月経、出産、更年期。女性のからだに変化はつきもの。自分の中に知らない自分が住んでいて、時にありえない言動を引き起こすことも。そんな時、『もし親友が婦人科医で、何でも聞けるとしたら?』(サンマーク出版)をひらいてください。悩みも不安も、親友のような気やすさで解決してくれるのです。
著者は医学博士のシーラ・デ・リス。

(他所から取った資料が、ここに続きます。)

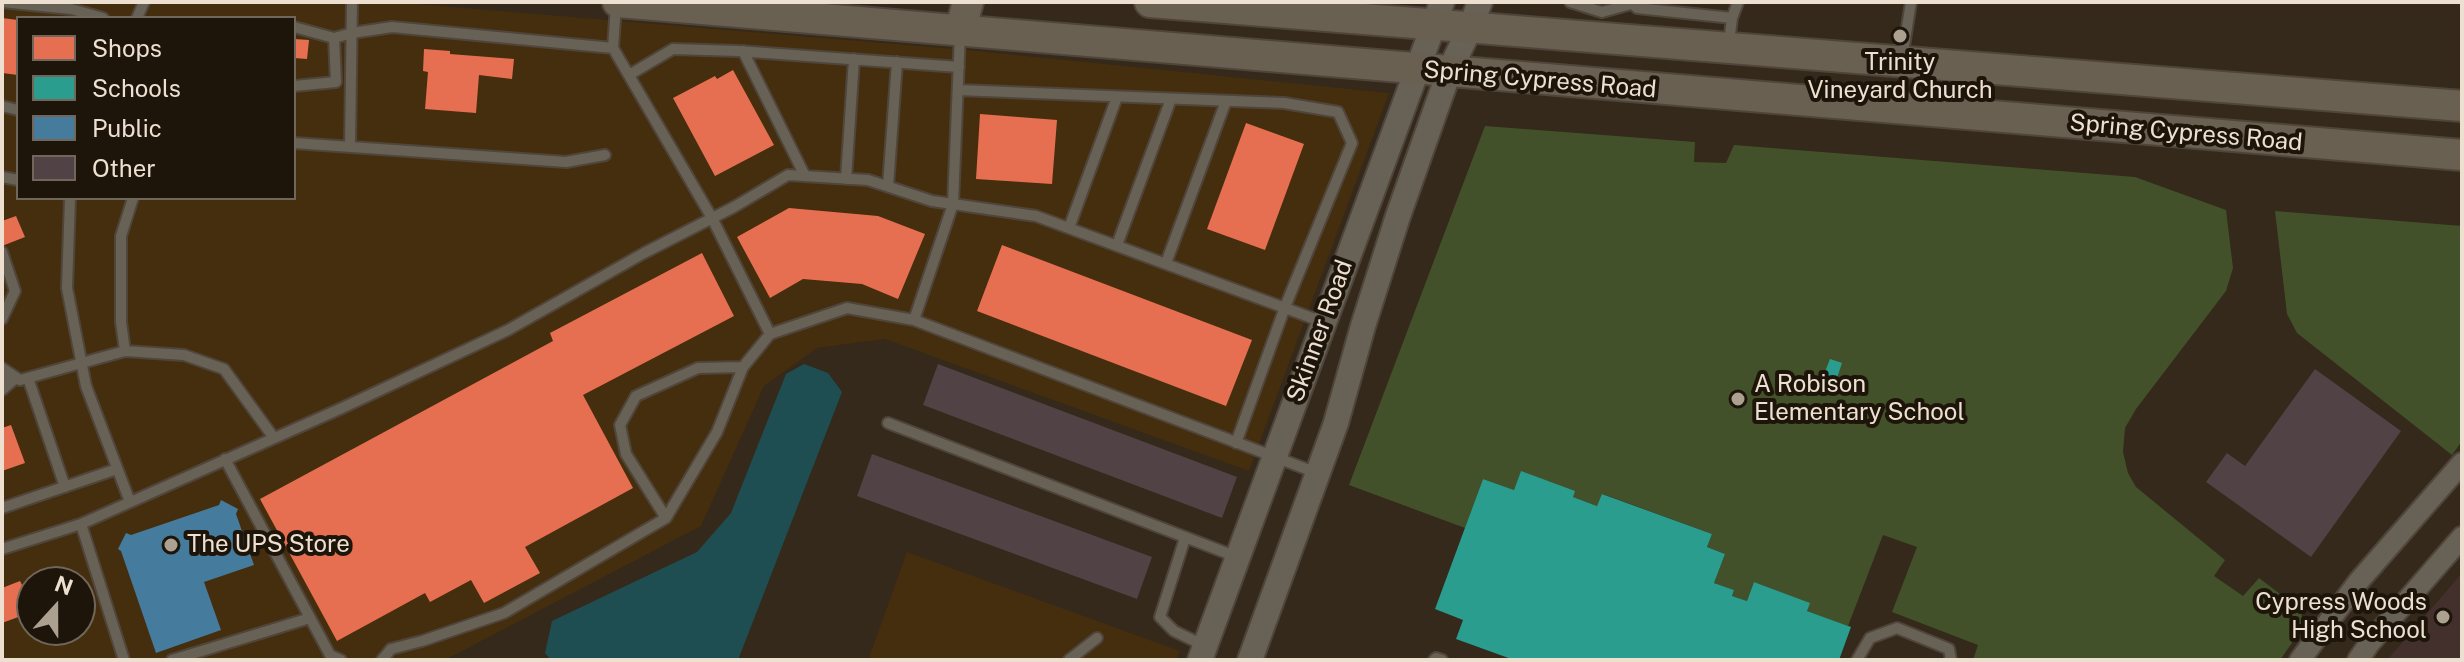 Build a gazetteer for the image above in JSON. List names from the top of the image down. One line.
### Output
{"streets":{"main road":["Spring Cypress Road"],"street":["Skinner Road"]},"crossings":[["Spring Cypress Road","Skinner Road"]],"places":["Trinity Vineyard Church","A Robison Elementary School","The UPS Store","Cypress Woods High School"],"legend":["Shops","Schools","Public","Other"],"north":"top"}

「誰もが理解できる言葉で女性のからだの秘密をポジティブに暴いていくこと」を使命に活躍している婦人科医でもあります。「これって恥ずかしい?」といった疑問にも、ざっくばらんに答えてくれる姿は、全女性の心強い親友のよう。今回は女性の人生で長い付き合いになる、月経について取り上げます。
経血の色と量の関係
「女の子が初潮をむかえる年齢は、9歳から16歳までさまざまです」と本書。3~7日続く生理が、毎月同じ状態という人は少ないのではないでしょうか。色、量、周期、生理痛など、常に心配と隣り合わせですよね。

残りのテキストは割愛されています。